Problem to work on
In your reply, repeat every entry exactly and skip over each picture.

(Collected data entries)
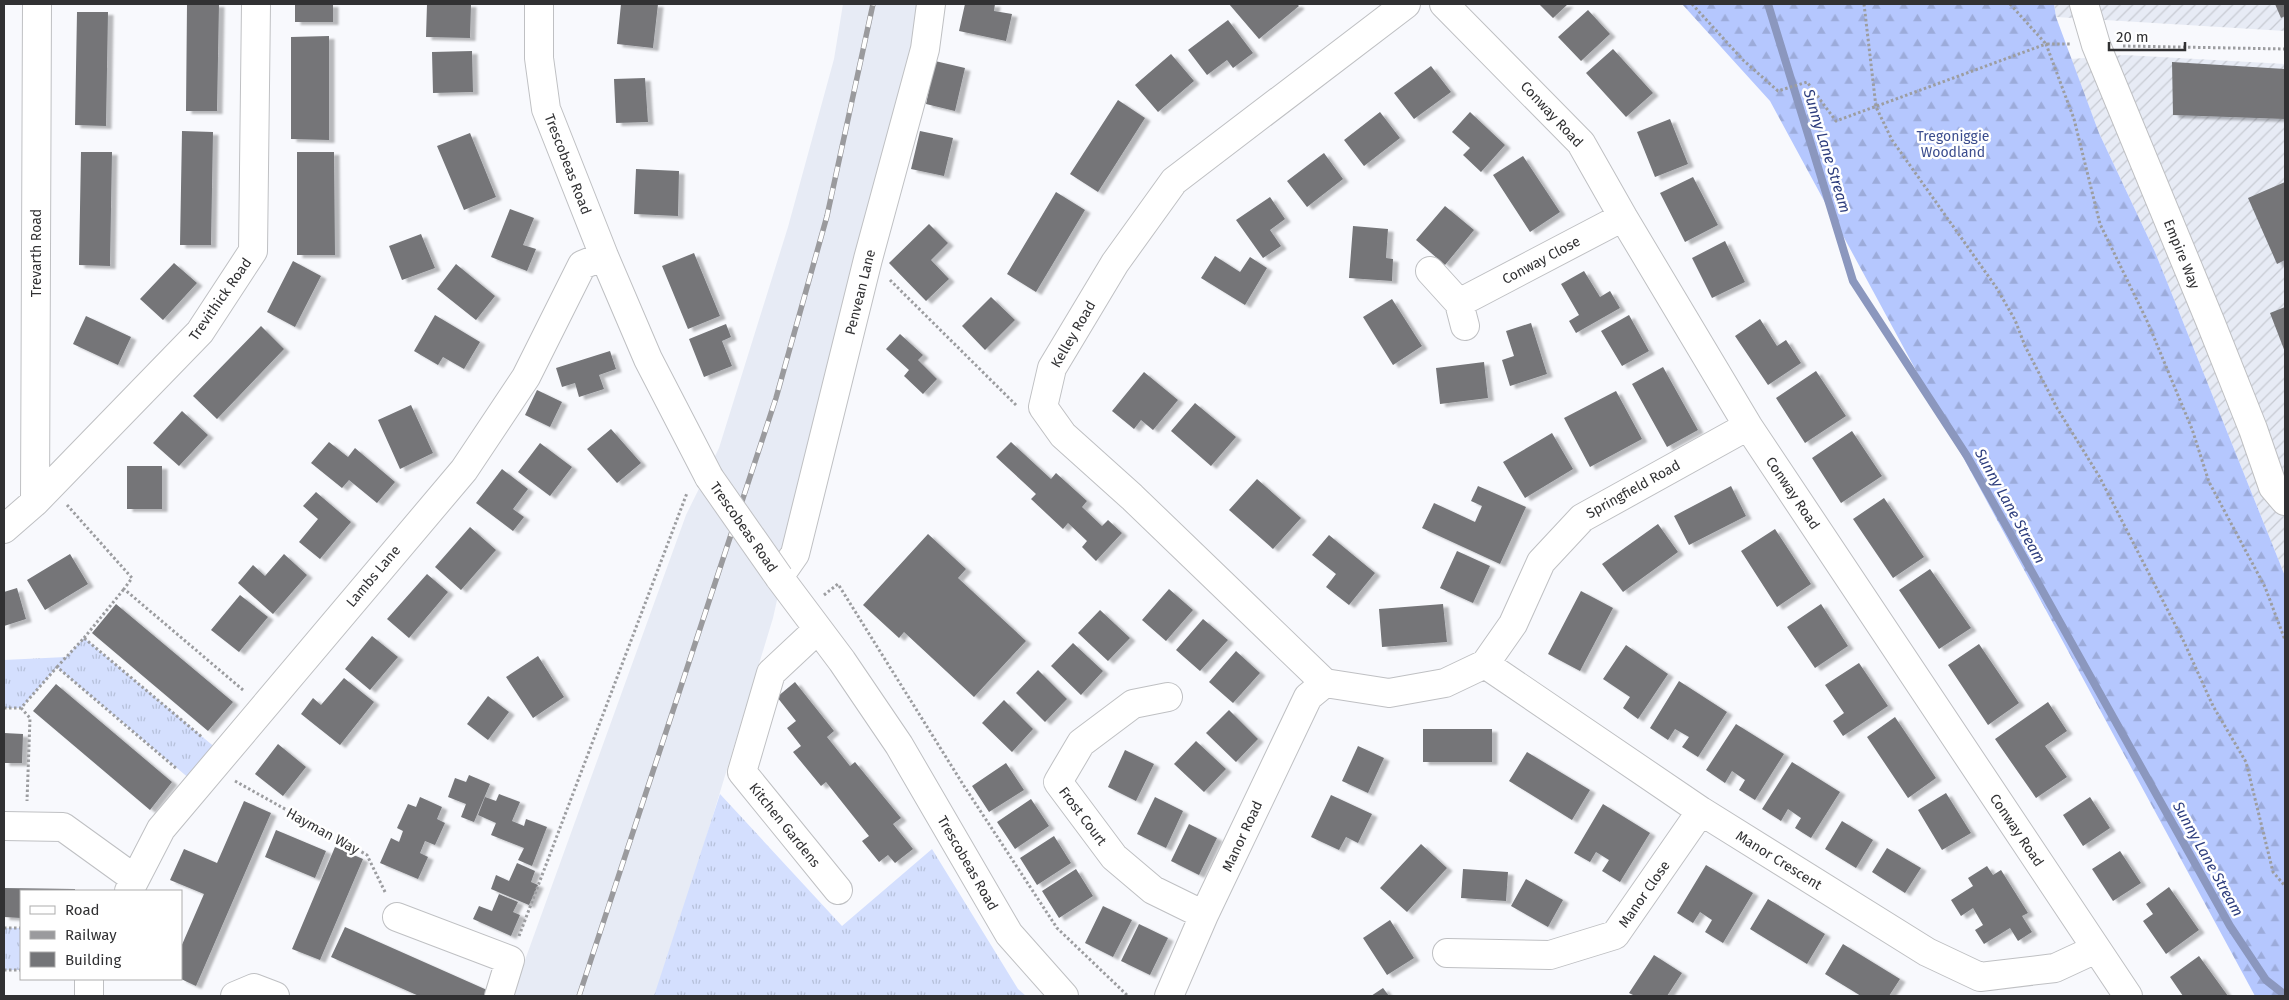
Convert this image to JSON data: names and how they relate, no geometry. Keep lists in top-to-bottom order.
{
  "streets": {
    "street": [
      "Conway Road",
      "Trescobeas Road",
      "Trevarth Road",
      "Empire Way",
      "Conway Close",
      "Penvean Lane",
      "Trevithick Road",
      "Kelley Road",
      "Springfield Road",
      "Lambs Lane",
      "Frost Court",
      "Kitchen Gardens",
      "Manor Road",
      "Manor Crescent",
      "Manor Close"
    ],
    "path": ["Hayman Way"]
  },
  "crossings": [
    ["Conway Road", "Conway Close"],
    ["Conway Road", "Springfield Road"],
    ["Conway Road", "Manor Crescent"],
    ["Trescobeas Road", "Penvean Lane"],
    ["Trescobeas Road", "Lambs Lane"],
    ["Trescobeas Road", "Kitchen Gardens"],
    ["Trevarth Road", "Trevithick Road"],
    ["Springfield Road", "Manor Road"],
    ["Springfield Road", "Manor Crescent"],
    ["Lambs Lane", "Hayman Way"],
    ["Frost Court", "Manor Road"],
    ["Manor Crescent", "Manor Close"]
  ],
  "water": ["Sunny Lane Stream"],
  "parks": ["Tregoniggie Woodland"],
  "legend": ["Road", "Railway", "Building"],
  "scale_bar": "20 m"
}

Output below
Convert this image to JSON data: names and how they relate, no geometry. Keep lists in top-to-bottom order.
{
  "streets": {
    "street": [
      "Conway Road",
      "Trescobeas Road",
      "Trevarth Road",
      "Empire Way",
      "Conway Close",
      "Penvean Lane",
      "Trevithick Road",
      "Kelley Road",
      "Springfield Road",
      "Lambs Lane",
      "Frost Court",
      "Kitchen Gardens",
      "Manor Road",
      "Manor Crescent",
      "Manor Close"
    ],
    "path": ["Hayman Way"]
  },
  "crossings": [
    ["Conway Road", "Conway Close"],
    ["Conway Road", "Springfield Road"],
    ["Conway Road", "Manor Crescent"],
    ["Trescobeas Road", "Penvean Lane"],
    ["Trescobeas Road", "Lambs Lane"],
    ["Trescobeas Road", "Kitchen Gardens"],
    ["Trevarth Road", "Trevithick Road"],
    ["Springfield Road", "Manor Road"],
    ["Springfield Road", "Manor Crescent"],
    ["Lambs Lane", "Hayman Way"],
    ["Frost Court", "Manor Road"],
    ["Manor Crescent", "Manor Close"]
  ],
  "water": ["Sunny Lane Stream"],
  "parks": ["Tregoniggie Woodland"],
  "legend": ["Road", "Railway", "Building"],
  "scale_bar": "20 m"
}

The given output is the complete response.